En los tiempos talmúdicos, el segundo día de Shemini Atzeret era celebrado como el primero, excepto que la lectura específica de la Torá era los dos últimos capítulos del Libro del Deuteronomio, que trata de la muerte de Moisés. En este último día de Shemini Atzeret, la comunidad judía reconocía que la alegría tiene que terminar, que los incesantes meses oscuros y fríos de invierno estaban por llegar. La elección de la lectura de la Torá, con su énfasis en la muerte de Moisés intensificaba estas cuestiones zafrales de pérdida. A partir de los tiempos eolicos, el segundo día de Shemini Atzeret se transformó en un feriado en sí mismo, relacionado con el recién establecido ciclo de lectura de la Torá.

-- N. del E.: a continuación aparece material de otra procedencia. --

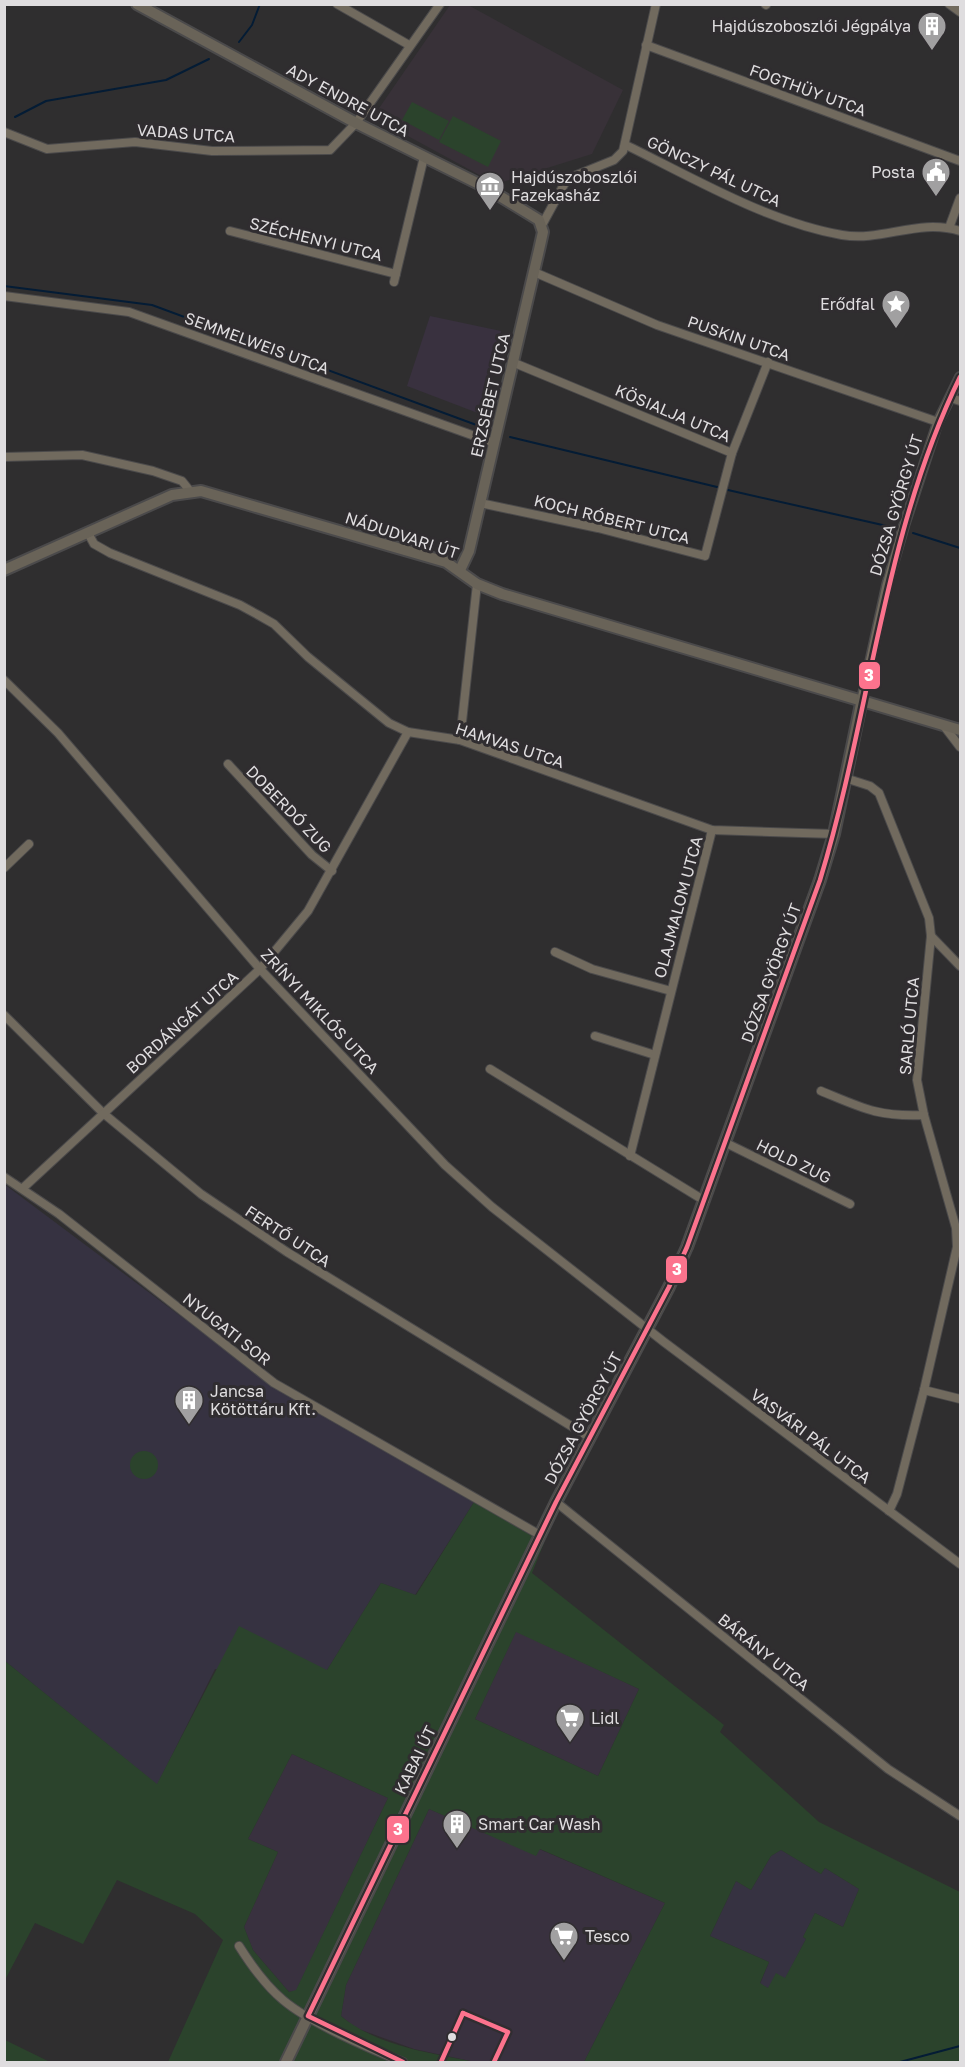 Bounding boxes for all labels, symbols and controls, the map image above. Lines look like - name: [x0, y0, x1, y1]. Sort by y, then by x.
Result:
- building icon: Hajdúszoboszlói Jégpálya: [916, 10, 948, 52]
- place label: Hajdúszoboszlói Jégpálya: [712, 16, 911, 36]
- street label: ADY ENDRE UTCA: [283, 59, 413, 141]
- street label: FOGTHÜY UTCA: [747, 60, 869, 120]
- street label: VADAS UTCA: [136, 120, 236, 146]
- street label: GÖNCZY PÁL UTCA: [644, 131, 784, 211]
- public building icon: Posta: [920, 156, 952, 198]
- place label: Posta: [871, 162, 915, 182]
- place label: Hajdúszoboszlói Fazekasház: [511, 167, 637, 205]
- museum icon: Hajdúszoboszlói Fazekasház: [474, 170, 506, 212]
- street label: SZÉCHENYI UTCA: [248, 213, 385, 265]
- place icon: Erődfal: [880, 288, 912, 330]
- place label: Erődfal: [820, 294, 875, 314]
- street label: SEMMELWEIS UTCA: [182, 308, 332, 379]
- street label: PUSKIN UTCA: [685, 311, 793, 365]
- street label: ERZSÉBET UTCA: [466, 331, 514, 459]
- street label: KÖSIALJA UTCA: [612, 380, 734, 446]
- street label: DÓZSA GYÖRGY ÚT: [865, 432, 927, 578]
- street label: KOCH RÓBERT UTCA: [532, 490, 692, 548]
- street label: NÁDUDVARI ÚT: [343, 507, 461, 563]
- line badge: 3: [858, 661, 881, 690]
- text: 3: [864, 665, 874, 685]
- street label: HAMVAS UTCA: [453, 718, 567, 772]
- street label: DOBERDÓ ZUG: [242, 761, 336, 857]
- street label: OLAJMALOM UTCA: [649, 833, 707, 980]
- street label: DÓZSA GYÖRGY ÚT: [736, 900, 806, 1045]
- street label: ZRÍNYI MIKLÓS UTCA: [257, 944, 383, 1078]
- street label: BORDÁNGÁT UTCA: [122, 966, 242, 1078]
- street label: SARLÓ UTCA: [895, 976, 923, 1076]
- street label: HOLD ZUG: [753, 1134, 835, 1188]
- street label: FERTŐ UTCA: [241, 1201, 335, 1271]
- line badge: 3: [665, 1255, 688, 1284]
- text: 3: [672, 1259, 682, 1279]
- street label: NYUGATI SOR: [179, 1288, 275, 1370]
- street label: DÓZSA GYÖRGY ÚT: [540, 1348, 626, 1488]
- place label: Jancsa Kötöttáru Kft.: [210, 1381, 316, 1419]
- building icon: Jancsa Kötöttáru Kft.: [173, 1384, 205, 1426]
- street label: VASVÁRI PÁL UTCA: [747, 1384, 875, 1488]
- street label: BÁRÁNY UTCA: [714, 1609, 814, 1695]
- supermarket icon: Lidl: [554, 1702, 586, 1744]
- place label: Lidl: [591, 1708, 619, 1728]
- street label: KABAI ÚT: [390, 1722, 440, 1798]
- building icon: Smart Car Wash: [441, 1808, 473, 1850]
- place label: Smart Car Wash: [478, 1814, 601, 1834]
- line badge: 3: [386, 1815, 410, 1844]
- text: 3: [393, 1819, 403, 1839]
- supermarket icon: Tesco: [548, 1920, 580, 1962]
- place label: Tesco: [585, 1926, 630, 1946]
- unlabelled marker: [446, 2031, 458, 2043] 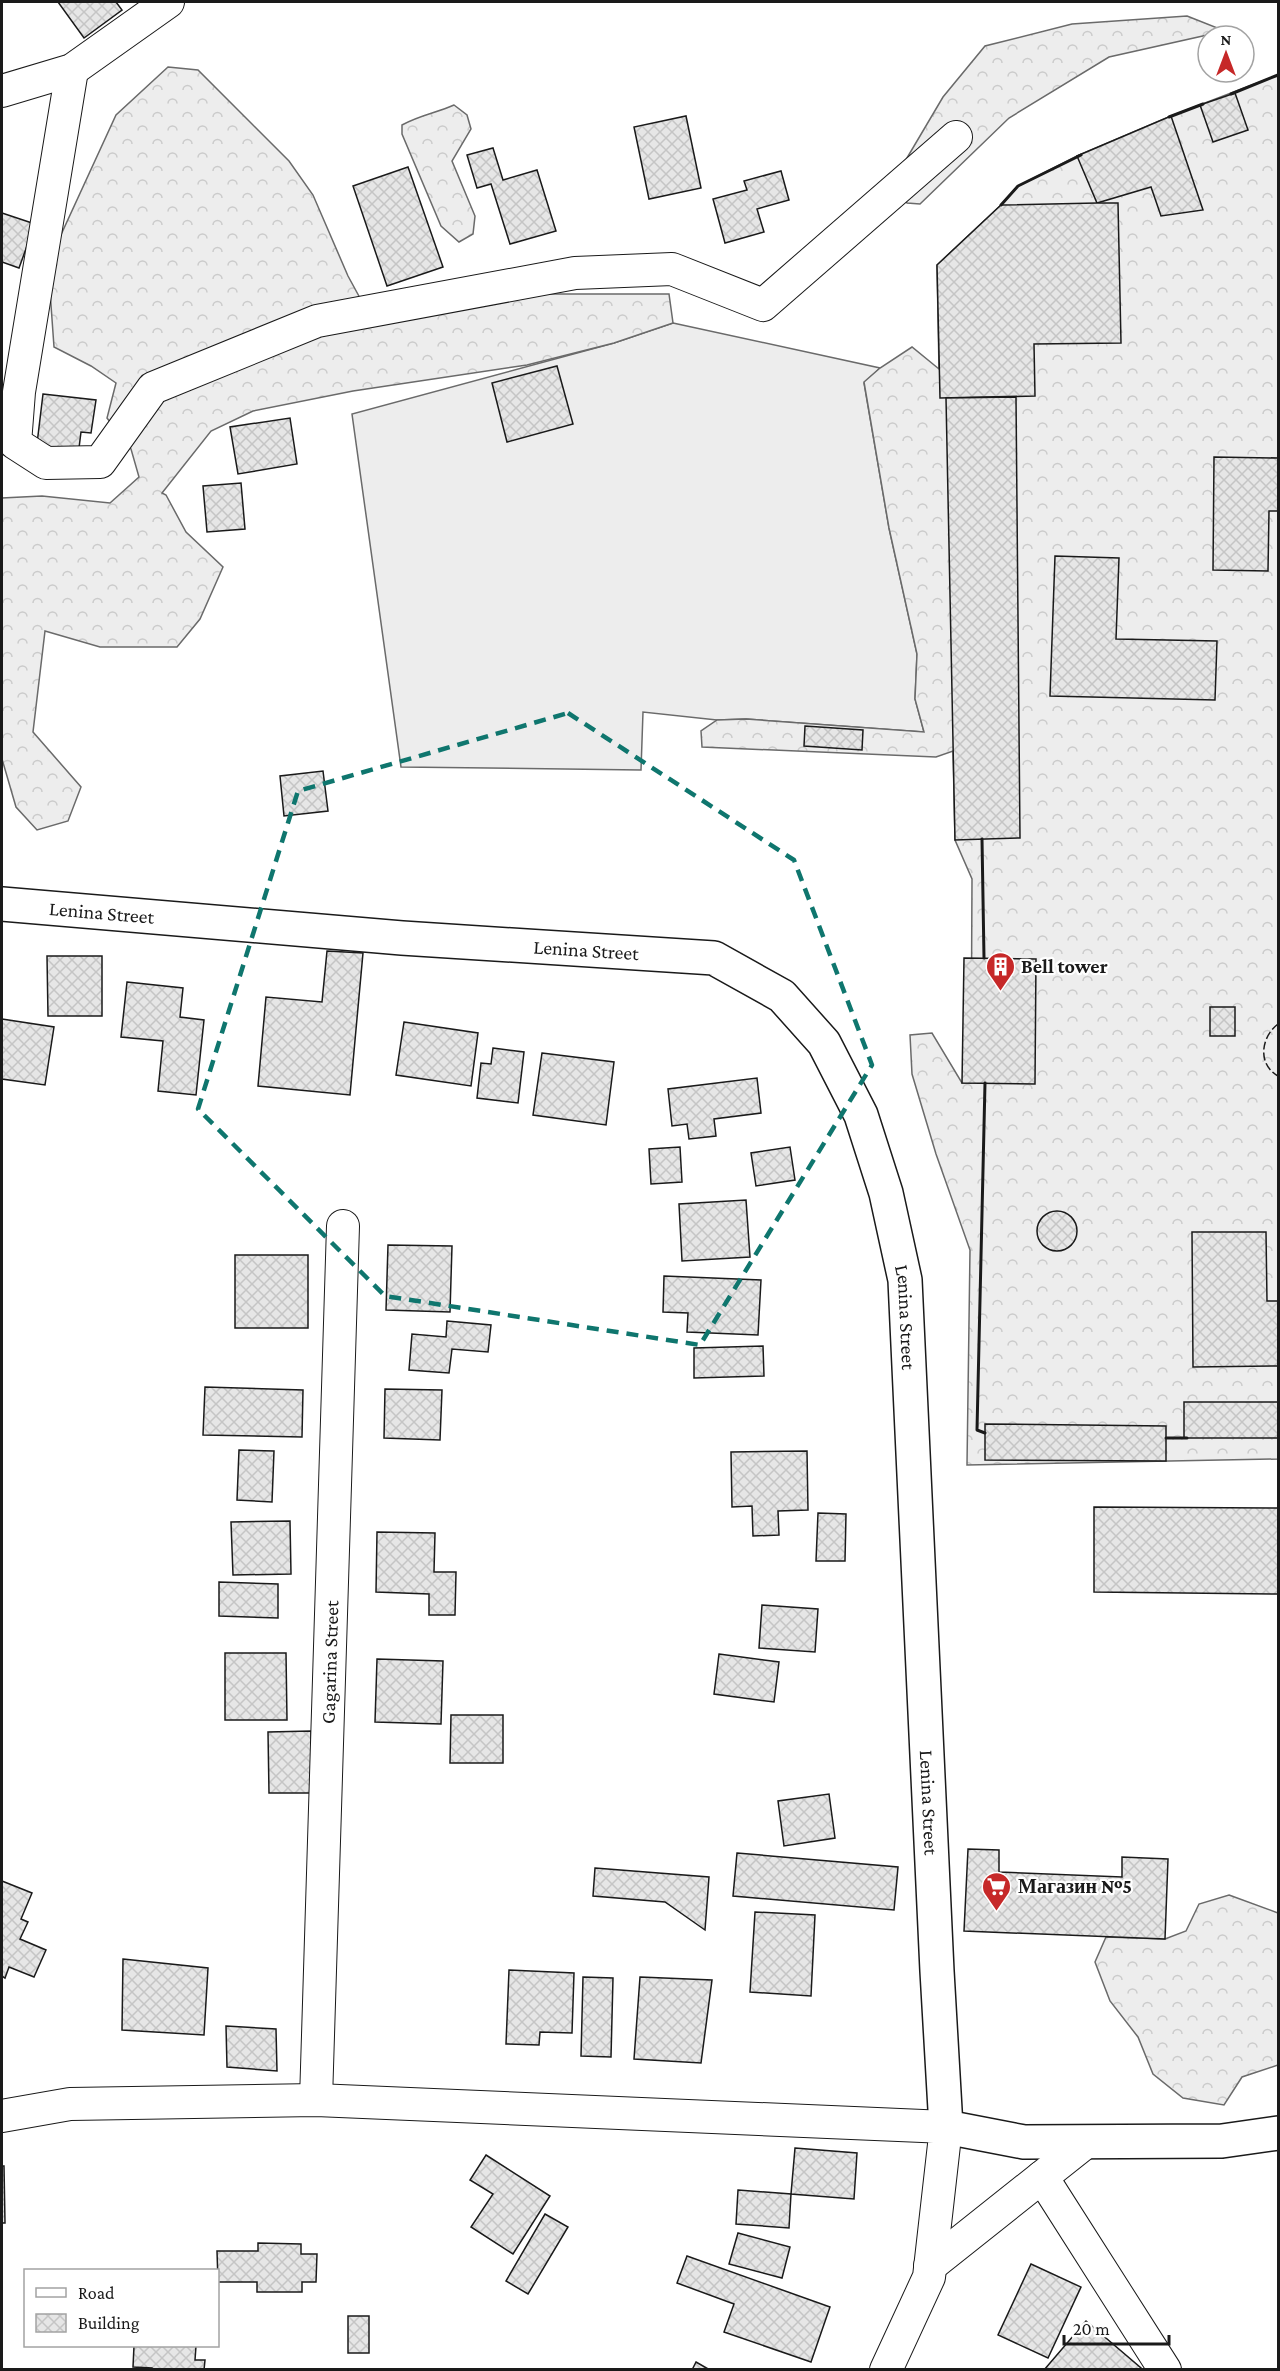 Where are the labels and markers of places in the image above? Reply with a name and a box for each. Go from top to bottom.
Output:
building icon: Bell tower [984,950,1016,992]
place label: Bell tower [1021,955,1108,977]
supermarket icon: Магазин №5 [981,1870,1013,1912]
place label: Магазин №5 [1018,1875,1132,1897] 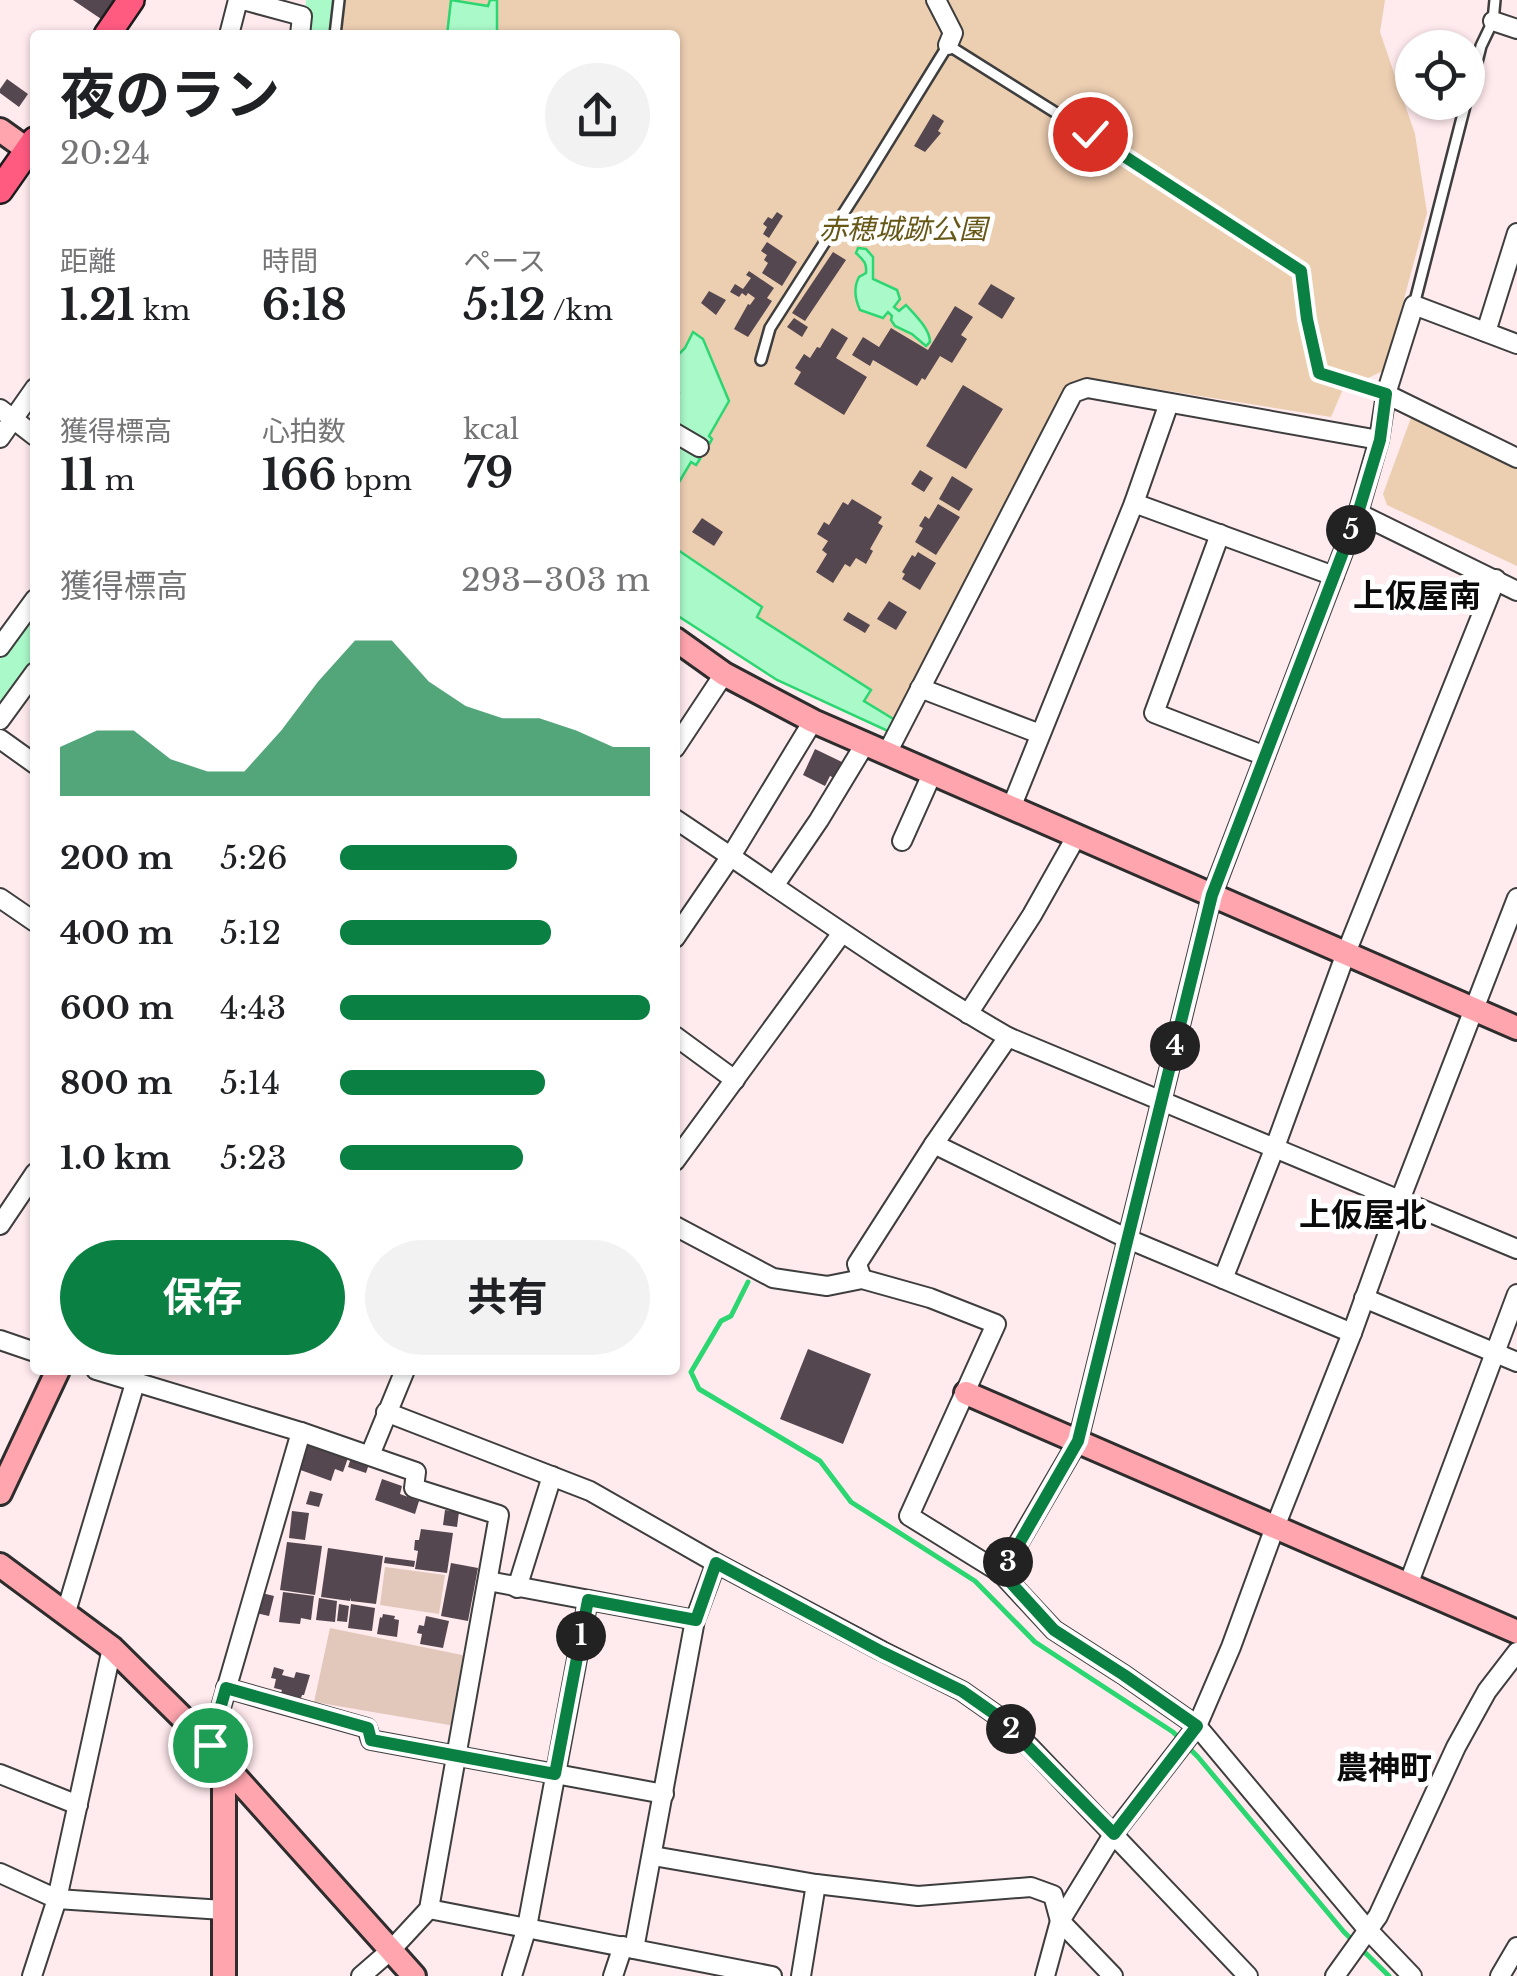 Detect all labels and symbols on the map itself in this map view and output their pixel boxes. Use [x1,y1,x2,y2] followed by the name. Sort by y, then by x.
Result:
[1048,92,1133,177] pin
[819,212,991,247] park label: 赤穂城跡公園
[1326,505,1376,555] pin: 5
[1353,576,1481,616] district label: 上仮屋南
[1150,1021,1200,1071] pin: 4
[1299,1195,1427,1235] district label: 上仮屋北
[983,1537,1033,1587] pin: 3
[556,1611,606,1661] pin: 1
[168,1703,253,1788] pin
[986,1704,1036,1754] pin: 2
[1336,1748,1432,1788] district label: 農神町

Se transformó en el día en que la mayoría de las comunidades judías terminaba de leer Torá, con la muerte de Moisés, y comenzaba a leer el libro del Génesis, con su narración de la creación del mundo. De esta forma el nuevo feriado de Simchá Torá enfatizaba no solo las cuestiones zafrales de pérdida, sino también las de renovación. Muerte y miedo superpuestos a la esperanza y el renacimiento.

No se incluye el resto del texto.